**Data to examine:**
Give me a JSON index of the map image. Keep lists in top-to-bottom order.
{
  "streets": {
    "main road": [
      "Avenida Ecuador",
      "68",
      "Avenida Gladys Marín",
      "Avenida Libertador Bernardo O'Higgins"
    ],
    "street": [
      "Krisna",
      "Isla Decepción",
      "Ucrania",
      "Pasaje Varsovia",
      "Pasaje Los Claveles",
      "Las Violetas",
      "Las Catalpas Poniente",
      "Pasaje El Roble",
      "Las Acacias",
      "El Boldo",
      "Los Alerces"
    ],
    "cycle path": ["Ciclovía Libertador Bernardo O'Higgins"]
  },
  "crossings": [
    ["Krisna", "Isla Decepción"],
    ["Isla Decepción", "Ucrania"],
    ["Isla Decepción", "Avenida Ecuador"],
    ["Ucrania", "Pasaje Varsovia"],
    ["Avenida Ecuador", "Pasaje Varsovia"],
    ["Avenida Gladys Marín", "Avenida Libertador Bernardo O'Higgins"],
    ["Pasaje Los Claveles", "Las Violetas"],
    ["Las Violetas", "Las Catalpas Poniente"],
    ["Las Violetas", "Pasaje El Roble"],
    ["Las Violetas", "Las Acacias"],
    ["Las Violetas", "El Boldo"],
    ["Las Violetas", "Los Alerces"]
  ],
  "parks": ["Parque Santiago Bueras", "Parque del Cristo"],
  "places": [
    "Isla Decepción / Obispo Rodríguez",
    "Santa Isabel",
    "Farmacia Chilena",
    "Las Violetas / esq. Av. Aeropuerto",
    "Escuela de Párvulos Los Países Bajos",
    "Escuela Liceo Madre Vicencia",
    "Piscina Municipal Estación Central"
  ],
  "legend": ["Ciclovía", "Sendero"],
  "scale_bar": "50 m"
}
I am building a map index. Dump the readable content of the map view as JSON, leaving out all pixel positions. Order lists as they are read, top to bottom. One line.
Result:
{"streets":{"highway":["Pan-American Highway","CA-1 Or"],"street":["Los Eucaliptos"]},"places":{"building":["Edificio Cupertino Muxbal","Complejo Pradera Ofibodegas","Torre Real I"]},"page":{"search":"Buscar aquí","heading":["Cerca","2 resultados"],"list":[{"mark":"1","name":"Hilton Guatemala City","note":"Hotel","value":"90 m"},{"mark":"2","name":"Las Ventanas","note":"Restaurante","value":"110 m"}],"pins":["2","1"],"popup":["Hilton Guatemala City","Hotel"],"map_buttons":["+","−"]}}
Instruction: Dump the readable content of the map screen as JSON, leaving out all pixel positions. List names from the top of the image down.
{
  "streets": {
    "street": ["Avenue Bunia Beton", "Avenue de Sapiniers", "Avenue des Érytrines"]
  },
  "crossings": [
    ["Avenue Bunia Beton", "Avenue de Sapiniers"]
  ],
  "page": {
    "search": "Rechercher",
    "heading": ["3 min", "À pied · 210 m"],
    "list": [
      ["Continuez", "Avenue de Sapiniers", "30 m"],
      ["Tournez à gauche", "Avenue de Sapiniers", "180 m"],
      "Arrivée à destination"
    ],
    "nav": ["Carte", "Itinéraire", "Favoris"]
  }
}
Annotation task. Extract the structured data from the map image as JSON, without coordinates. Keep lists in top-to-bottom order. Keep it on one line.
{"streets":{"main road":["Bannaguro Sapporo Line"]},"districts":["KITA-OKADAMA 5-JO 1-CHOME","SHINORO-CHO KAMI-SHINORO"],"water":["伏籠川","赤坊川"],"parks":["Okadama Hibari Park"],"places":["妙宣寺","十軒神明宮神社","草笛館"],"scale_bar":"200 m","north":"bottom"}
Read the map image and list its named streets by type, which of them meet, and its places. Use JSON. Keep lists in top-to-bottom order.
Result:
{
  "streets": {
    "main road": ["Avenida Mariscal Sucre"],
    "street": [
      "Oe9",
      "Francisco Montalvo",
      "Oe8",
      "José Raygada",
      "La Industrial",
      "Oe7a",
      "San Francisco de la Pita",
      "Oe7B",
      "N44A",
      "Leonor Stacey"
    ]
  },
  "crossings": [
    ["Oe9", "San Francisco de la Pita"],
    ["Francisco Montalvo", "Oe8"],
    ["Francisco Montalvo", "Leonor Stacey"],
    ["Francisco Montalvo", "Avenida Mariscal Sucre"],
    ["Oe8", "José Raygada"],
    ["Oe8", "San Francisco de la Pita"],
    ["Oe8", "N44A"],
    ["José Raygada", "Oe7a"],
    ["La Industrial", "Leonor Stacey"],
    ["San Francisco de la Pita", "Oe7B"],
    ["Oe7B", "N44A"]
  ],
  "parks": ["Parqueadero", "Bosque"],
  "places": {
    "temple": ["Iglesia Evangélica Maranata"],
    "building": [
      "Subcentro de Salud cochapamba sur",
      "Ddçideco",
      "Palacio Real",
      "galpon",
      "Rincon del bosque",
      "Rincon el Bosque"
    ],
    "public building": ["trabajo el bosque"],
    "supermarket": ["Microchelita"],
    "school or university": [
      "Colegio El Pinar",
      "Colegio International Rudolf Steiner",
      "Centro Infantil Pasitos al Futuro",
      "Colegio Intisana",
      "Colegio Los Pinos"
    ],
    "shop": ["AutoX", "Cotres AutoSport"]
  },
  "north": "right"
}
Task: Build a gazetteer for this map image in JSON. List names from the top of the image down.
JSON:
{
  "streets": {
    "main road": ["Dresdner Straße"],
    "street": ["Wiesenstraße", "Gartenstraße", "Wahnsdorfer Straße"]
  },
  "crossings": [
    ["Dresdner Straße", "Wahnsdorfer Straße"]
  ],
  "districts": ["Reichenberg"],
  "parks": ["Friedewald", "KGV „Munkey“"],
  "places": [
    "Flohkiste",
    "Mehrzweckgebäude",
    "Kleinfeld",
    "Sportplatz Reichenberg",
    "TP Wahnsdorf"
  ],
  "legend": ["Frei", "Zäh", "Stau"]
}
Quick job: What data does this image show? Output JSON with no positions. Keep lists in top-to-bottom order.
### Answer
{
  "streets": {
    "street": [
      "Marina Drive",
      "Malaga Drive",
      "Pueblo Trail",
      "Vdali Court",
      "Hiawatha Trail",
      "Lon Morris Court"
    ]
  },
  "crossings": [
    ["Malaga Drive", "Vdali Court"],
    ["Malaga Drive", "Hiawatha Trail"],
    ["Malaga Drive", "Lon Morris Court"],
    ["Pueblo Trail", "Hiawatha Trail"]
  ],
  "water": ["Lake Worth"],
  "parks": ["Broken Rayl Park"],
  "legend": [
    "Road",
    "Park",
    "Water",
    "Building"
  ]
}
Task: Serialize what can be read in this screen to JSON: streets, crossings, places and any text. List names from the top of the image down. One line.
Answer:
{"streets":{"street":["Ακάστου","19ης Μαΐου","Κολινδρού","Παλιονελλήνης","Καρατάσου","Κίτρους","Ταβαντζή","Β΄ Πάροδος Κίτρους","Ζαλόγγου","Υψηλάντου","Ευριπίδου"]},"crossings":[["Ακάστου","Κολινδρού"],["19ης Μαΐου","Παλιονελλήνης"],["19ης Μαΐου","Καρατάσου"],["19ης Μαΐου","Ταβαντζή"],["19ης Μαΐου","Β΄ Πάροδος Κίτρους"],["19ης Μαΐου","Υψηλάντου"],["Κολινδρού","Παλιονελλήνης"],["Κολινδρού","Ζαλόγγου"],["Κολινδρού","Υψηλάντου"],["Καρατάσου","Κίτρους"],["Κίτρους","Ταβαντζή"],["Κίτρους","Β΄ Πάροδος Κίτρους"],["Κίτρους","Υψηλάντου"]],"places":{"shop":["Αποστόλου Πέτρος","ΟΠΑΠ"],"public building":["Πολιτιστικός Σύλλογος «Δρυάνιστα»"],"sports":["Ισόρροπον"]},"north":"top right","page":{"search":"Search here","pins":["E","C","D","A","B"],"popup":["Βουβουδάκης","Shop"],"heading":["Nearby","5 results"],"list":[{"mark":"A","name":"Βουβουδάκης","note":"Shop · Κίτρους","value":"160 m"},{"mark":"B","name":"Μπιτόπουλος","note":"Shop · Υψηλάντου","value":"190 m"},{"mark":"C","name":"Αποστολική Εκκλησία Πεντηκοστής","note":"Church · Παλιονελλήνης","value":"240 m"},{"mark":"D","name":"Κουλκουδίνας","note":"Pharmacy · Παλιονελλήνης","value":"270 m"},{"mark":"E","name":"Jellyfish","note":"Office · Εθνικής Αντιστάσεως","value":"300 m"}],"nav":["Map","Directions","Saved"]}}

**Problem statement:** Using the material above, find each line that holds "Claveles" and copy that line.

**Written response:**
      "Pasaje Los Claveles",
    ["Pasaje Los Claveles", "Las Violetas"],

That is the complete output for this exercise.